=== The data ===

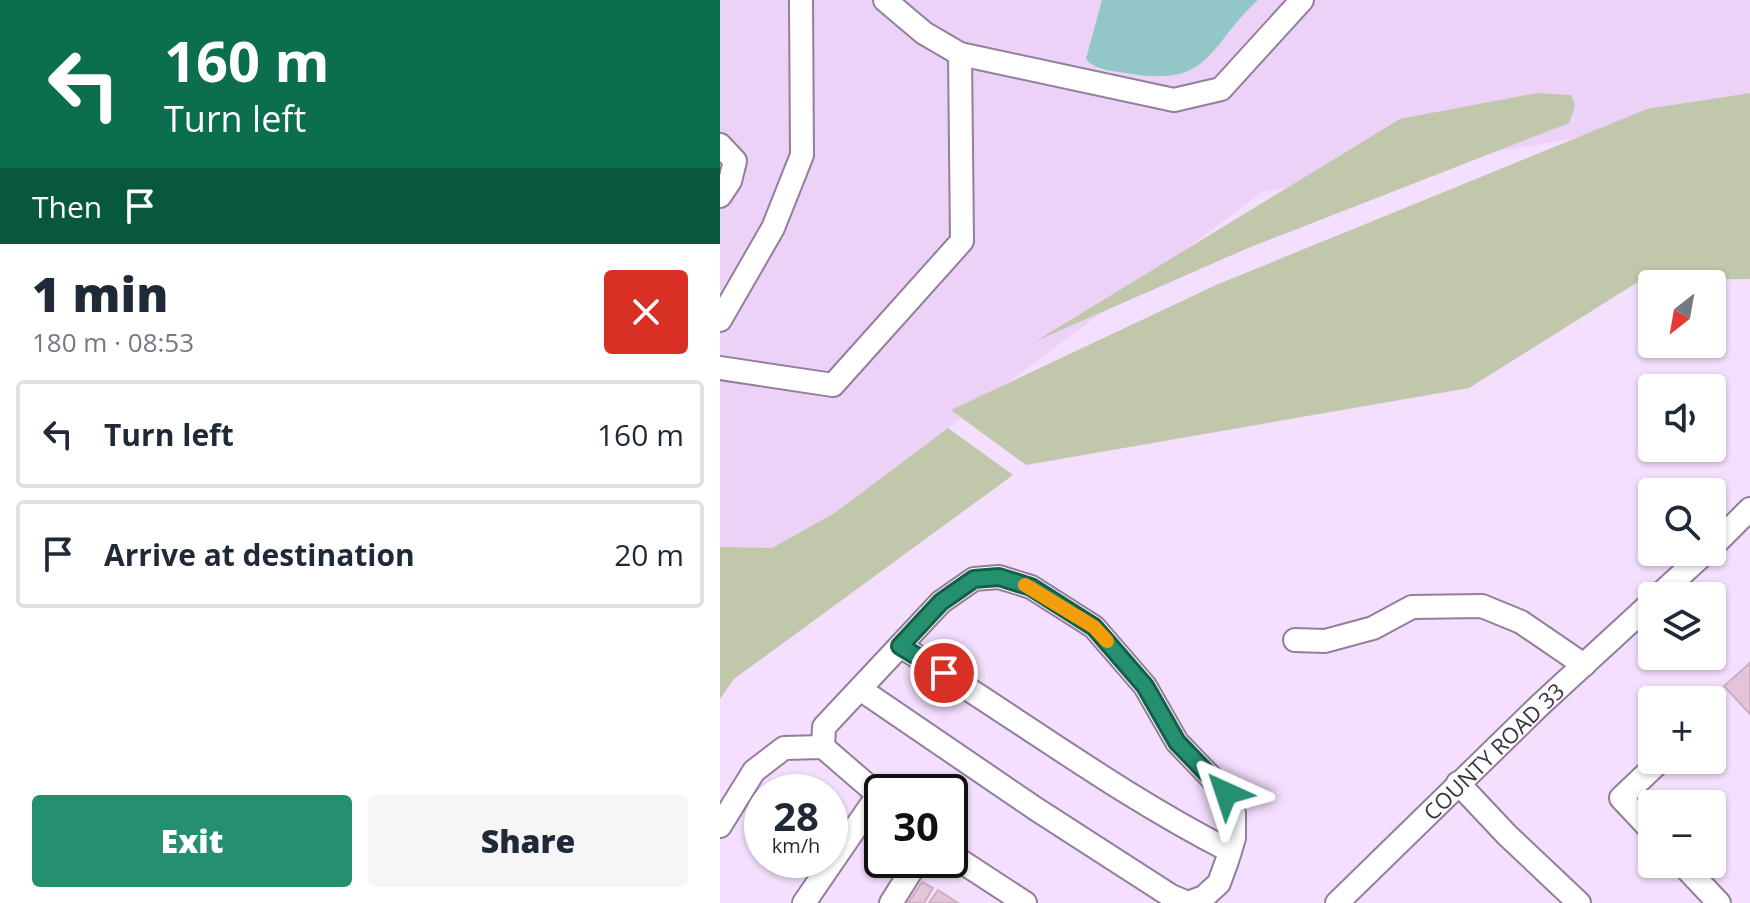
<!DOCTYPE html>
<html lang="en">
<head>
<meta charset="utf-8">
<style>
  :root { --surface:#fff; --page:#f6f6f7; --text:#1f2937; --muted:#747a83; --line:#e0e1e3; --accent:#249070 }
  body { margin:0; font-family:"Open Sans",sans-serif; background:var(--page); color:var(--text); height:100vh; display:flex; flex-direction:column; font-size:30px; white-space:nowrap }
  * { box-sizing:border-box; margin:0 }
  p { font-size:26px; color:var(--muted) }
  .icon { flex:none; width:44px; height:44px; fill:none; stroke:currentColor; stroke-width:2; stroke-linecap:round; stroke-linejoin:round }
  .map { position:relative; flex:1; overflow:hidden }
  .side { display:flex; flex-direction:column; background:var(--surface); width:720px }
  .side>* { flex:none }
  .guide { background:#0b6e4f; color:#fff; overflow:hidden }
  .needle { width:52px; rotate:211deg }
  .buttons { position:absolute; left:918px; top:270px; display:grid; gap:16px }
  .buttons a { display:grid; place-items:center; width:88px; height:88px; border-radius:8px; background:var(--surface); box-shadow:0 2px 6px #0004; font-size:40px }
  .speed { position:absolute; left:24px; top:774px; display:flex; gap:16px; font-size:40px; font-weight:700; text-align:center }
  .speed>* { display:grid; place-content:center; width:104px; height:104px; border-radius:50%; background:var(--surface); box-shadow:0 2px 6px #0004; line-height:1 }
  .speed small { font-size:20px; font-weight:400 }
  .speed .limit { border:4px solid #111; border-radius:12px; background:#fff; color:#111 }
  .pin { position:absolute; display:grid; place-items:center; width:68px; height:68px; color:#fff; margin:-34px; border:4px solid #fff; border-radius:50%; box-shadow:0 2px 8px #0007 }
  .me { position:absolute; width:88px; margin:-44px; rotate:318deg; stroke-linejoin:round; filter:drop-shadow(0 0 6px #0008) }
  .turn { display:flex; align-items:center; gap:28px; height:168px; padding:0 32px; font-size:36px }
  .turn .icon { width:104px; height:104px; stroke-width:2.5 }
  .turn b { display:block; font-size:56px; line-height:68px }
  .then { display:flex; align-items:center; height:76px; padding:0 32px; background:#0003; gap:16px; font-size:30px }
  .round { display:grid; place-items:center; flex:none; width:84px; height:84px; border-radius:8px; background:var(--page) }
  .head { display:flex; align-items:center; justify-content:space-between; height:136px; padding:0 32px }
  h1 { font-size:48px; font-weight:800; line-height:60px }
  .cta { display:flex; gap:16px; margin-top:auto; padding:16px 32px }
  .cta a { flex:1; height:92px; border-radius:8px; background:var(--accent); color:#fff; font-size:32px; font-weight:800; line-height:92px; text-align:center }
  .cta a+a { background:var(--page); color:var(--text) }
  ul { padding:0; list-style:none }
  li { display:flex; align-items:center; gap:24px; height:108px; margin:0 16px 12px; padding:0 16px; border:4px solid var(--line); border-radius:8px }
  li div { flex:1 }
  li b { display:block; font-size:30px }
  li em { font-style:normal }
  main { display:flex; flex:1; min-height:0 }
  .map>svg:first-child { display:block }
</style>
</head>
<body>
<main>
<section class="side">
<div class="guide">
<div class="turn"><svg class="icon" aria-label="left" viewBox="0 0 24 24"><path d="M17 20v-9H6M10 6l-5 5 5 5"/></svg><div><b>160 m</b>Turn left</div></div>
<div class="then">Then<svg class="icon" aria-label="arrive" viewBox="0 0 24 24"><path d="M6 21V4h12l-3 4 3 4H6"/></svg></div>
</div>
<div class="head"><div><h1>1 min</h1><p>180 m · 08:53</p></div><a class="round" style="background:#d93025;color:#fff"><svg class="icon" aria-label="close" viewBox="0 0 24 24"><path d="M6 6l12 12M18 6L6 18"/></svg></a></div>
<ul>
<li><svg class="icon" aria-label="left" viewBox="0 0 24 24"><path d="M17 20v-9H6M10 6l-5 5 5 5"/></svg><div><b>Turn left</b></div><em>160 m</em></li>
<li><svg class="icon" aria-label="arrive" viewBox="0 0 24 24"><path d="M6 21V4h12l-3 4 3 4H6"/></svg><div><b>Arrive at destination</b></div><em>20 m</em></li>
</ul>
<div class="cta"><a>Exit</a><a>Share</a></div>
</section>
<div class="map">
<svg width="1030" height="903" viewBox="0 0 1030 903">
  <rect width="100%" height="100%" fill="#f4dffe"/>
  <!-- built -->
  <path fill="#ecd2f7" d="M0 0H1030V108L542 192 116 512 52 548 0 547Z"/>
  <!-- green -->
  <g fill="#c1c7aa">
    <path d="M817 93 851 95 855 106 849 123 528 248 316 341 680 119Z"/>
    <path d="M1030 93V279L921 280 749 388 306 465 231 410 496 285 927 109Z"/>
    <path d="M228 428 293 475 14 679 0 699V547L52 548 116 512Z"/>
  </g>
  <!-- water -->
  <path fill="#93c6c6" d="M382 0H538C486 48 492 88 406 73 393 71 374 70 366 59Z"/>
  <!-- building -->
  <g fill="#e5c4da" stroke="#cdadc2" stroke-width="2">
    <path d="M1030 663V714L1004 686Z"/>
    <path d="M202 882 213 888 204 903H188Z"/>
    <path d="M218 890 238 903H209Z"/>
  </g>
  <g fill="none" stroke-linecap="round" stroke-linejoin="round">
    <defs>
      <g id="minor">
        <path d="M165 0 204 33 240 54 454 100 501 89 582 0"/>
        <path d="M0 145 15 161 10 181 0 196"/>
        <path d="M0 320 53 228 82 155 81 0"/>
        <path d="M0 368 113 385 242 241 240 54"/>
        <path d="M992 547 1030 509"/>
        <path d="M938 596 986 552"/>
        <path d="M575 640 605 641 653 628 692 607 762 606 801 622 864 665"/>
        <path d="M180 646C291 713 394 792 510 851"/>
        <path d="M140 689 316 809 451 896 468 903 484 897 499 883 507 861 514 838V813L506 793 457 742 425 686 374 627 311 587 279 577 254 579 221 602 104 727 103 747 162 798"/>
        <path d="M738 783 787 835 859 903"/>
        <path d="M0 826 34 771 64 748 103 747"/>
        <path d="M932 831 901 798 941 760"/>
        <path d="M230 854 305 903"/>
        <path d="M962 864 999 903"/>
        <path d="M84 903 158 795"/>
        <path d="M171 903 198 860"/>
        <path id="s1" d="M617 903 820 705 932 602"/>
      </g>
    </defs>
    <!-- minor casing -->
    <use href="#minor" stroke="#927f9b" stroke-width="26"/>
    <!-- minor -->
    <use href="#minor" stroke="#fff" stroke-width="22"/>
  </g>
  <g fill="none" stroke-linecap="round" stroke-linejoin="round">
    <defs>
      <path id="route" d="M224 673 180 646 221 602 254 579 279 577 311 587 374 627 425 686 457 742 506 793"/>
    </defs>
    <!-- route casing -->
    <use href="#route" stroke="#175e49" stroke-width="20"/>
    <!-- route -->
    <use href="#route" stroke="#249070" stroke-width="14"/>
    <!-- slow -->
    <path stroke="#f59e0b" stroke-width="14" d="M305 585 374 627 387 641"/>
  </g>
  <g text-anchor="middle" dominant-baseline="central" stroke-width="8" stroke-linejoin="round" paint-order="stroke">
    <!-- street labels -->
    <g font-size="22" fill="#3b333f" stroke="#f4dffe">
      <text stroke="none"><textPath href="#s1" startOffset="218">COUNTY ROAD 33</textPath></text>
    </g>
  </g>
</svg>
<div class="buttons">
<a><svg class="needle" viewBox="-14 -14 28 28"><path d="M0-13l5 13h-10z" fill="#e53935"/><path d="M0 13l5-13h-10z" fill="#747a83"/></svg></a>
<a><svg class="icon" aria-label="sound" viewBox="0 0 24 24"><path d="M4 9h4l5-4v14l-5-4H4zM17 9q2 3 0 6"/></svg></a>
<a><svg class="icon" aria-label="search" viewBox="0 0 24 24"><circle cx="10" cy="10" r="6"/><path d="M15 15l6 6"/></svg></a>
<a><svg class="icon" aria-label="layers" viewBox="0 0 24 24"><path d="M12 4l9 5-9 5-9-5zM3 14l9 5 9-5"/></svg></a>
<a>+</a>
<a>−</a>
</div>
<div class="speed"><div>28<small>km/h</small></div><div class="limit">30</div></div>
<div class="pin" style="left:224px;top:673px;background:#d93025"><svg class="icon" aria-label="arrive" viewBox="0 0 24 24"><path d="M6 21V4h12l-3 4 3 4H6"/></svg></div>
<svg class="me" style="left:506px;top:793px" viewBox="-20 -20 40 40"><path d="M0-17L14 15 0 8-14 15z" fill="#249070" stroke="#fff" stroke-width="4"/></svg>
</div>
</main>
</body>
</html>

===
=== The data ===

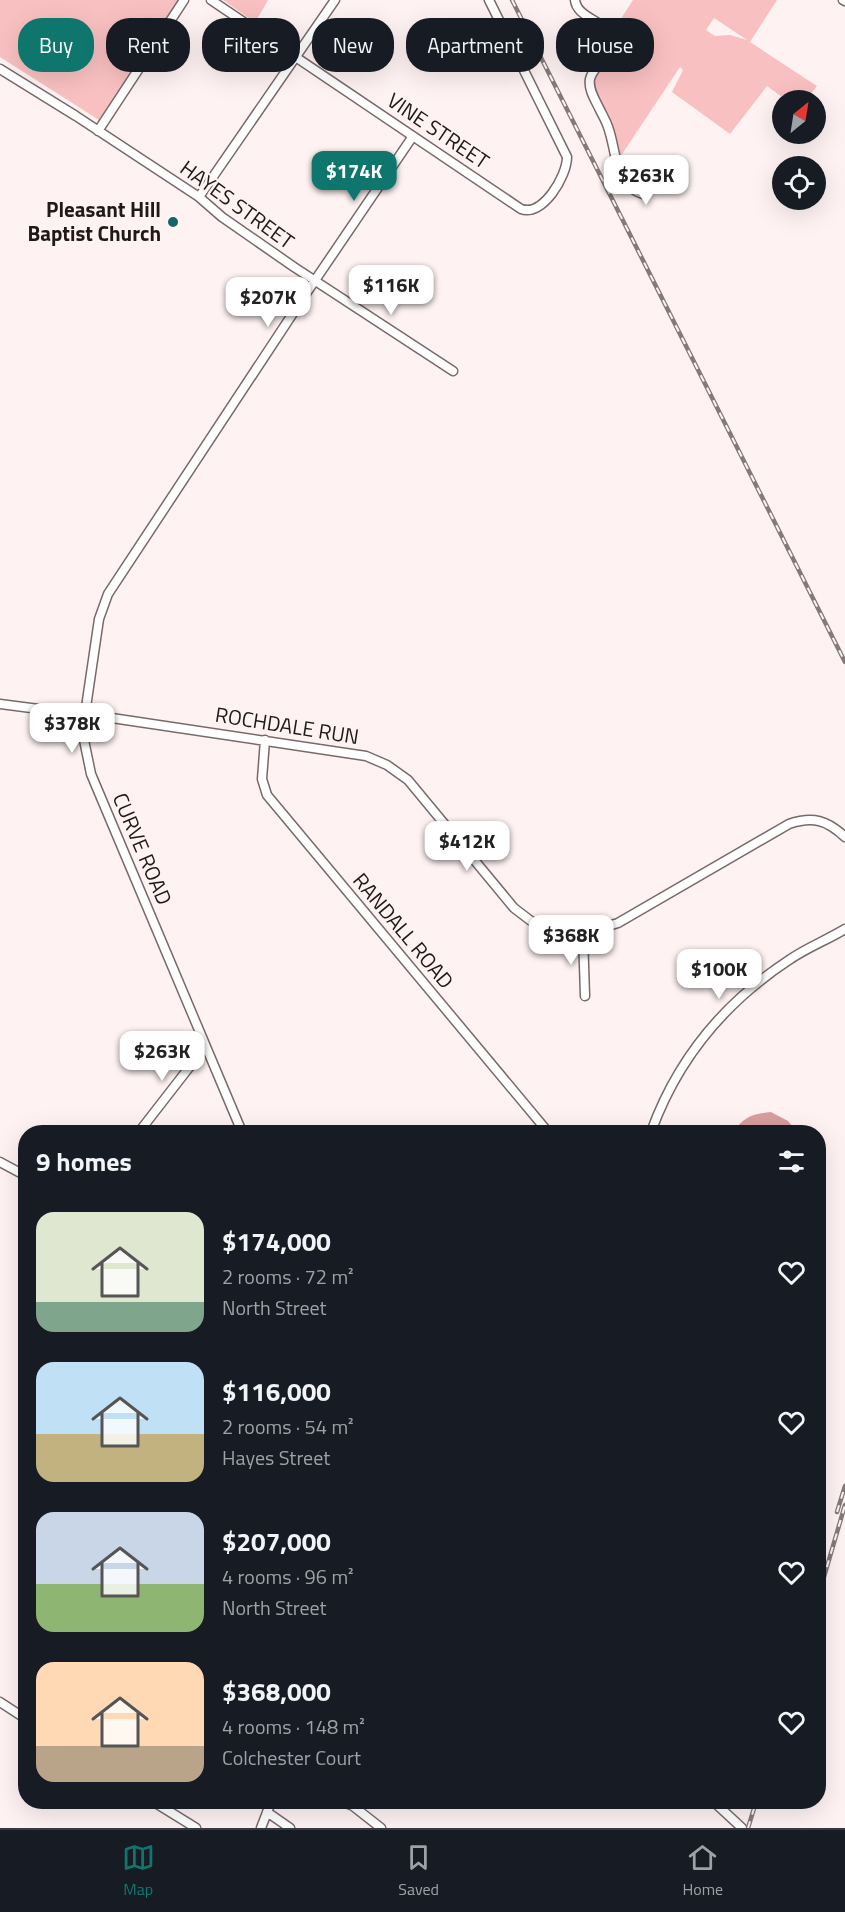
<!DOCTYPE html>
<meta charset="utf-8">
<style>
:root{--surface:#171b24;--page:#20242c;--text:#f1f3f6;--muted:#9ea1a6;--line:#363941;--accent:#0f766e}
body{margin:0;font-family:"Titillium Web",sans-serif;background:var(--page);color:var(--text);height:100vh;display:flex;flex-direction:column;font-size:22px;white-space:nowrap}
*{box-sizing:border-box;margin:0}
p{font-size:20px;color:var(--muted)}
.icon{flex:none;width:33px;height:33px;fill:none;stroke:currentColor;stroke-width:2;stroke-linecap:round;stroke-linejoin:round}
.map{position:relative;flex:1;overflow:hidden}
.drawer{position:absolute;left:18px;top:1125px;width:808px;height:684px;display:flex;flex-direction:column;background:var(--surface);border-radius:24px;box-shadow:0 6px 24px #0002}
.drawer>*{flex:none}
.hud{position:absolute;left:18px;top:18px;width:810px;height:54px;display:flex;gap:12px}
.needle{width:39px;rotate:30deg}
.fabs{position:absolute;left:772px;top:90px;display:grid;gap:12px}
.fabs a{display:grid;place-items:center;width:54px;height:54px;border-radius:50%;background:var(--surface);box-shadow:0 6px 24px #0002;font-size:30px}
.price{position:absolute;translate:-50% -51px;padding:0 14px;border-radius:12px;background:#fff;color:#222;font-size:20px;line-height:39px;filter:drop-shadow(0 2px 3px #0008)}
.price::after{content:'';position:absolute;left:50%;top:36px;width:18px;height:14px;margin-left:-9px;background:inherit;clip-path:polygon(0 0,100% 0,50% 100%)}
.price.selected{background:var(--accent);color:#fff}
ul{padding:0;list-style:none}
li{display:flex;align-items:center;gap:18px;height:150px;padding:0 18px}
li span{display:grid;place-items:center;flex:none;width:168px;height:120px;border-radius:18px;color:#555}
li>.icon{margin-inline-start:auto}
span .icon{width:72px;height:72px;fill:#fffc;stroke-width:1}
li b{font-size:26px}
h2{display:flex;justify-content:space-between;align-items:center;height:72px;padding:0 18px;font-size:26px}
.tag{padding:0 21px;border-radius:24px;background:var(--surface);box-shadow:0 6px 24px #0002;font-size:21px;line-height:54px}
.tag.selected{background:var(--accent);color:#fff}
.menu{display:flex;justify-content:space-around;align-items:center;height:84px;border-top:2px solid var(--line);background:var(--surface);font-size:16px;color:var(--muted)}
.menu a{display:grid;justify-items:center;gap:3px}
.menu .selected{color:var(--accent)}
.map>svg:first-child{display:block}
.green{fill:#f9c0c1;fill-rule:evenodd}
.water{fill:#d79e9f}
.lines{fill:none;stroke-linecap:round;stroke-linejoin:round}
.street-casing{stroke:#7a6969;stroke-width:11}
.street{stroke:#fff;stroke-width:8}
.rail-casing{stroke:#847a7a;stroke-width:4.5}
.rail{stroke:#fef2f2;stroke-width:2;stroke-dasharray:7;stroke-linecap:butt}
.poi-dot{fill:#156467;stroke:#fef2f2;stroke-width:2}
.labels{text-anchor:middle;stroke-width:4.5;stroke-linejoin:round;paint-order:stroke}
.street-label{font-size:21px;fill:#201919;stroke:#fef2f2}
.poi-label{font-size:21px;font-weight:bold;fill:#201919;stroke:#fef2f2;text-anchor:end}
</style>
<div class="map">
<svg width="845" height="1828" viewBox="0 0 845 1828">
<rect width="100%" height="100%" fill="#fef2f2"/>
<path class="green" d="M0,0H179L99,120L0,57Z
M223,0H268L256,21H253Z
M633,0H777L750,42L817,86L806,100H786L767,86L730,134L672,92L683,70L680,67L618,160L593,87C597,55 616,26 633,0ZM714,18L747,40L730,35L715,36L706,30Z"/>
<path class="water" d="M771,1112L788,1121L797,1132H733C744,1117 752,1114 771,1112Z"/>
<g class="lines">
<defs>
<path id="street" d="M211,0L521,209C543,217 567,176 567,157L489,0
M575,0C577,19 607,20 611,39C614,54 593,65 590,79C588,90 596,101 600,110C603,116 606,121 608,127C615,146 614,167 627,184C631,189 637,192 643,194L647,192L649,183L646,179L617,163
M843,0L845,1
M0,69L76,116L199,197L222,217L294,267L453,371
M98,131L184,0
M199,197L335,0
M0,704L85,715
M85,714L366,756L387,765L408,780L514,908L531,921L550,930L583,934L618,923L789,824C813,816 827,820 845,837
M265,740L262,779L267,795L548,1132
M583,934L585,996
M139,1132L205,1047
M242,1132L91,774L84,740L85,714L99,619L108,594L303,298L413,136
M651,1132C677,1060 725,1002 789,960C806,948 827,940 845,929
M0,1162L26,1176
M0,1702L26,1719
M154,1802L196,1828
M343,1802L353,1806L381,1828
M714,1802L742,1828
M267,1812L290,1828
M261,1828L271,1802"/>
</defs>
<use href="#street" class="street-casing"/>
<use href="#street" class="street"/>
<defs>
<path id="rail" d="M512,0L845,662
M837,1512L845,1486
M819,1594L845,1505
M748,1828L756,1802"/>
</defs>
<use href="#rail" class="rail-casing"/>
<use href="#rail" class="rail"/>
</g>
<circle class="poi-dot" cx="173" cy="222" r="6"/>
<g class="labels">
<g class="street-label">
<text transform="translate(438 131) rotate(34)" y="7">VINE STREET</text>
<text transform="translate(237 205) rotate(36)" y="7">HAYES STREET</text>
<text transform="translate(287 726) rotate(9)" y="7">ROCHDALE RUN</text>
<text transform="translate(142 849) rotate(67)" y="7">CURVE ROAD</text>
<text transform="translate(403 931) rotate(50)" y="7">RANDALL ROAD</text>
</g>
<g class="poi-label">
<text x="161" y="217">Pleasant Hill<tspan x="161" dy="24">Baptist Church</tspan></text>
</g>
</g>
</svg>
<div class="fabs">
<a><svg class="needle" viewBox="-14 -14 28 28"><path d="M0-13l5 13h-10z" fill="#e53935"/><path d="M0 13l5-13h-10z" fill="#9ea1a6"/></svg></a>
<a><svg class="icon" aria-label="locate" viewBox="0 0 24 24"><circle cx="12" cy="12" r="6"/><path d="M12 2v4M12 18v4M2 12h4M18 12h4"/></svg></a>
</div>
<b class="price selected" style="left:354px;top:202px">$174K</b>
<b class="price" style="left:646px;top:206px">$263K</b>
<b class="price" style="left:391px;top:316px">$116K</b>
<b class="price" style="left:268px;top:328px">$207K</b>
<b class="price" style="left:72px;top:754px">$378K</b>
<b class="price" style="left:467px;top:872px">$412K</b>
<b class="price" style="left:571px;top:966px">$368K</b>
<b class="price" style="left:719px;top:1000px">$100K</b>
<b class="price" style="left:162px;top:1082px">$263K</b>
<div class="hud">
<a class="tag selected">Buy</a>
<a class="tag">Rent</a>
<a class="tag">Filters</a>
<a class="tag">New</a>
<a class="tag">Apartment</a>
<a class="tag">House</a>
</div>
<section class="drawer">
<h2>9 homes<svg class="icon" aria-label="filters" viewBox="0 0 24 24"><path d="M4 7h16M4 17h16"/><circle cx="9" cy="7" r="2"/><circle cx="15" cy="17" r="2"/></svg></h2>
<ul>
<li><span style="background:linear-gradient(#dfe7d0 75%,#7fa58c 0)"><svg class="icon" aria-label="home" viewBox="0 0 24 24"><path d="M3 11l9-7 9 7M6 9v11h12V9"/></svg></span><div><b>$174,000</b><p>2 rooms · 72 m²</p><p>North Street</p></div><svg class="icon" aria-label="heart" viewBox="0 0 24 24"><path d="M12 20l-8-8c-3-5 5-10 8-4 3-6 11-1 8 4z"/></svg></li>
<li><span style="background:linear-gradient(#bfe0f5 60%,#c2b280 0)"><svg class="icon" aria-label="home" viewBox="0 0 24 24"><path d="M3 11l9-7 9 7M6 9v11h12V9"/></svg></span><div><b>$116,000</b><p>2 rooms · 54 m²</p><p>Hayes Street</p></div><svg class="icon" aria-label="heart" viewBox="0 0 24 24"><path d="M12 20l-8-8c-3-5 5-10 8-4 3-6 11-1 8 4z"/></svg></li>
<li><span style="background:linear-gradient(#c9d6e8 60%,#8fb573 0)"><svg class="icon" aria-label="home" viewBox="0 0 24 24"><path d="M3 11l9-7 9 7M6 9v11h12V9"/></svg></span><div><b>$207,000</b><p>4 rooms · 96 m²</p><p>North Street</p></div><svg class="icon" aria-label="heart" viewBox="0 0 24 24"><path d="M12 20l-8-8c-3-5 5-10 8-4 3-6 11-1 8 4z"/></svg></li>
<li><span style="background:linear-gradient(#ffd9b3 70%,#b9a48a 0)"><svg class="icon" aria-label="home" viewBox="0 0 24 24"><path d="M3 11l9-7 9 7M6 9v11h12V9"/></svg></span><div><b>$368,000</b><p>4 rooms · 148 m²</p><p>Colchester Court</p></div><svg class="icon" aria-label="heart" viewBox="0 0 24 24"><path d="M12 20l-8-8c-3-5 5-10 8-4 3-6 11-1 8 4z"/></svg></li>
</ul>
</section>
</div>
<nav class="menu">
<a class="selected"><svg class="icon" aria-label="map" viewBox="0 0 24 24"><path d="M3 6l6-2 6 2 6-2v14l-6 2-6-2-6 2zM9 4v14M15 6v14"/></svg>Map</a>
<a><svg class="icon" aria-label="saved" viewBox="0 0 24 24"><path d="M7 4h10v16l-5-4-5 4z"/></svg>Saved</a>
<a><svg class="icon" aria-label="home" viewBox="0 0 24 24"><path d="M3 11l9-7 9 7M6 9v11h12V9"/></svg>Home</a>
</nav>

===

Which lines of the records above hold the word "relative"? Copy each one out.

- **Response box**
  .map { position:relative; flex:1; overflow:hidden }
.map{position:relative;flex:1;overflow:hidden}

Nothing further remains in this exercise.